Reviewing a preview
The dataset detail page at Preview ready — what each sample shows, how to approve, how to send feedback.
This section will include screenshots.
CLI equivalents: datagen datasets preview <id>, datagen datasets approve <id>, datagen datasets feedback <id>, datagen datasets watch <id> — see CLI reference → datasets.
The preview is the one moment in the flow that genuinely benefits from a browser. You're making a judgment call about whether the shape is right. Three example rows, two actions. The rest of this page walks through exactly what you see.
Getting here
When a dataset reaches Preview ready, the detail page shifts.

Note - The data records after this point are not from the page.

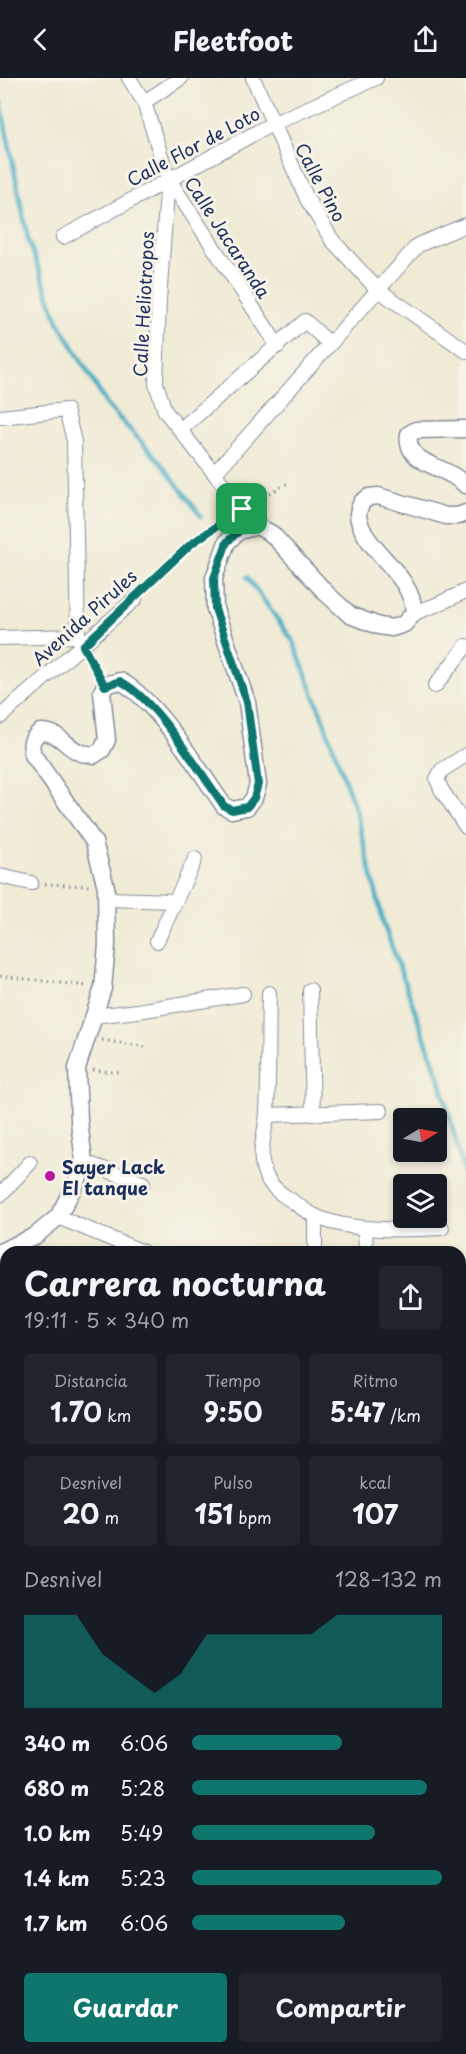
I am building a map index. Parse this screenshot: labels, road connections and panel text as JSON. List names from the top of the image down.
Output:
{
  "streets": {
    "street": [
      "Calle Flor de Loto",
      "Calle Pino",
      "Calle Jacaranda",
      "Calle Heliotropos",
      "Avenida Pirules"
    ]
  },
  "crossings": [
    ["Calle Flor de Loto", "Calle Pino"],
    ["Calle Flor de Loto", "Calle Jacaranda"],
    ["Calle Flor de Loto", "Calle Heliotropos"],
    ["Calle Jacaranda", "Calle Heliotropos"]
  ],
  "places": ["Sayer Lack El tanque"],
  "north": "right",
  "page": {
    "header": "Fleetfoot",
    "heading": ["Carrera nocturna", "19:11 · 5 × 340 m"],
    "stats": [
      ["Distancia", "1.70 km"],
      ["Tiempo", "9:50"],
      ["Ritmo", "5:47 /km"],
      ["Desnivel", "20 m"],
      ["Pulso", "151 bpm"],
      ["kcal", "107"]
    ],
    "chart": ["Desnivel", "128–132 m"],
    "list": [
      {
        "name": "340 m",
        "note": "6:06"
      },
      {
        "name": "680 m",
        "note": "5:28"
      },
      {
        "name": "1.0 km",
        "note": "5:49"
      },
      {
        "name": "1.4 km",
        "note": "5:23"
      },
      {
        "name": "1.7 km",
        "note": "6:06"
      }
    ],
    "buttons": ["Guardar", "Compartir"]
  }
}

The progress panel at the top stays — you can see which waypoint you're in — and a new section appears mid-page with three example rows.
The waypoint pill on the list view also changes: datasets at Preview ready or Your review surface in a warmer tone so you can pick them out at a glance.
What the three samples show
The Preview section is headed 3 example rows with a subtitle reminding you that this is the exact shape your delivered dataset will have. There's no shape drift between preview and delivery — what you approve is what you get.
Each sample renders as its own card. Within a card, you see the fields a row of your dataset will contain — for example, an instruction, any context the task depends on, a reference solution, and the grading criteria. The field names and structure depend on the shape the Factory chose for your brief; the renderer adapts per dataset.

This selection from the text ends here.